**WHAT IS EXPECTED**
Which lines of the records contain the word "canvas"? Copy each one.

**RECORDS FOR THIS EXERCISE**
▼

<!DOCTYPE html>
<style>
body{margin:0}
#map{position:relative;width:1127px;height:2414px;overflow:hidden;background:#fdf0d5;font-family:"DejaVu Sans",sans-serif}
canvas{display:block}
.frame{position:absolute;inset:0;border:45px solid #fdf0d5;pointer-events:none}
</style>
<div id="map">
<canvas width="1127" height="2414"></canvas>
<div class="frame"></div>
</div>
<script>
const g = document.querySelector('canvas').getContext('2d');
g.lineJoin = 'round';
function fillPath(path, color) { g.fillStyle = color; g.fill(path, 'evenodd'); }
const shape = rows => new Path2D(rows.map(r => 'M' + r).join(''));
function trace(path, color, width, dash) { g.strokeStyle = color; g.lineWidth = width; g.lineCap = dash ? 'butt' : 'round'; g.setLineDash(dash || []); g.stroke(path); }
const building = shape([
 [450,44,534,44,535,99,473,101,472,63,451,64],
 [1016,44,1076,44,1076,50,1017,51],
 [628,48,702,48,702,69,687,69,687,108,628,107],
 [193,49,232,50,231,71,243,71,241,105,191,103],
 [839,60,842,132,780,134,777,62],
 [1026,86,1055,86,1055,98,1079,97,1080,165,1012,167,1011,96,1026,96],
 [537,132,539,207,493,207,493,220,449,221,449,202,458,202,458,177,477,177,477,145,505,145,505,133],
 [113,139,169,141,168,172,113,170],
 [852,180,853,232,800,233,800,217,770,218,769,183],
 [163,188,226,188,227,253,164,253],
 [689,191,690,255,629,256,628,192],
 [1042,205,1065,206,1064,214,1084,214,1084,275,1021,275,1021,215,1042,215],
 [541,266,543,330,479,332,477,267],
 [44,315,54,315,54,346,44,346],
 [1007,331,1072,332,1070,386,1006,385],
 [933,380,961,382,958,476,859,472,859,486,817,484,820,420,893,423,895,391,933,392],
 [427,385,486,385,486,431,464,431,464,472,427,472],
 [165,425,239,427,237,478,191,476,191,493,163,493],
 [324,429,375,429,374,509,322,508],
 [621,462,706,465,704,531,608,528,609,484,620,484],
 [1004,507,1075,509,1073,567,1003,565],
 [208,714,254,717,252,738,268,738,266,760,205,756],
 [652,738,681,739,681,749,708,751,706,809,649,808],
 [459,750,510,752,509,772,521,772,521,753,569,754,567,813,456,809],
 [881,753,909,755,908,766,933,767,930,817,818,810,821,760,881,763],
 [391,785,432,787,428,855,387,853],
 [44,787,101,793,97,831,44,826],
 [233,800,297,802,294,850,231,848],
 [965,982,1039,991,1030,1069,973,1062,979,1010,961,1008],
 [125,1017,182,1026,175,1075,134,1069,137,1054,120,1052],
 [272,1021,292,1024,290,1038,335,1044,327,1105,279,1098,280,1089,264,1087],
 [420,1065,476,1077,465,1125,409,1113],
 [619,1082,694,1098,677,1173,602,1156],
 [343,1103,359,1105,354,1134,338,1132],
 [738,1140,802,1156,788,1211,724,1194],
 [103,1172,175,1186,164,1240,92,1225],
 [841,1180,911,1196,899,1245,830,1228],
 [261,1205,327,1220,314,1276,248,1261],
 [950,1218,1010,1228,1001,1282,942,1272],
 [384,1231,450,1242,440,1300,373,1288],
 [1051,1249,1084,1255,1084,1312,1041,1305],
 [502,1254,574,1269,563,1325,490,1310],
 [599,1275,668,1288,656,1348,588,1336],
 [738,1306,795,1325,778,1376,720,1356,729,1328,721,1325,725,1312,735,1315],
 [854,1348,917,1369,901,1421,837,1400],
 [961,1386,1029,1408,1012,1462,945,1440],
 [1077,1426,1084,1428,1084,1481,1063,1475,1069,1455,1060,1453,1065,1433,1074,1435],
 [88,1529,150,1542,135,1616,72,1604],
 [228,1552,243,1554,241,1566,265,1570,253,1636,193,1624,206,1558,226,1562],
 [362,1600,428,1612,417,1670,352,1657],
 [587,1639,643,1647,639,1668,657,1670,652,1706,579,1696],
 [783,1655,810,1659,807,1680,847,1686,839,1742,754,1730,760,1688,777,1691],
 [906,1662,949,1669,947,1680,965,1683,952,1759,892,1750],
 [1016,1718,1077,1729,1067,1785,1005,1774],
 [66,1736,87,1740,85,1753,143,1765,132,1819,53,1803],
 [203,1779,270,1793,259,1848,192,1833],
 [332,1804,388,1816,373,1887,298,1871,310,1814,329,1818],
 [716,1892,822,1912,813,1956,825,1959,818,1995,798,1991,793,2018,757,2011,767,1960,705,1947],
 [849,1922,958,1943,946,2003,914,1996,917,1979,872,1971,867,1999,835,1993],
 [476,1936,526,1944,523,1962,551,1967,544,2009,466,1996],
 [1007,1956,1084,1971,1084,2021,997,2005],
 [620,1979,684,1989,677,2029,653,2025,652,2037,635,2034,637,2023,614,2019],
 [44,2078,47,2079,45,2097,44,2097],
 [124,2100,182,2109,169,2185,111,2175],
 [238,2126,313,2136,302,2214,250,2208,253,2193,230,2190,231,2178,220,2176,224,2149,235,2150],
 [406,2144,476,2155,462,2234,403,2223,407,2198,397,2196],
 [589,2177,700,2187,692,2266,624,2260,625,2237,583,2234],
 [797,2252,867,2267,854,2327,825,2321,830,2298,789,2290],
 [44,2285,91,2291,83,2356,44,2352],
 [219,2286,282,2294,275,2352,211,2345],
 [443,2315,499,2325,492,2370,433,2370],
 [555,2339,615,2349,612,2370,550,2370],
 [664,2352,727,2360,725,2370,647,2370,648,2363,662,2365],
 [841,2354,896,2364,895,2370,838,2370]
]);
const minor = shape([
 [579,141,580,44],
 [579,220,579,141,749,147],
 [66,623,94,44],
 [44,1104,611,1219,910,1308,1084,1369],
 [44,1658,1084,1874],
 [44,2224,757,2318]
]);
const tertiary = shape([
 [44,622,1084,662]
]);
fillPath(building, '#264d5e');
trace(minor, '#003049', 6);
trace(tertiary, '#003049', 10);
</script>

▲

**SOLUTION TO THIS EXERCISE**
canvas{display:block}
<canvas width="1127" height="2414"></canvas>
const g = document.querySelector('canvas').getContext('2d');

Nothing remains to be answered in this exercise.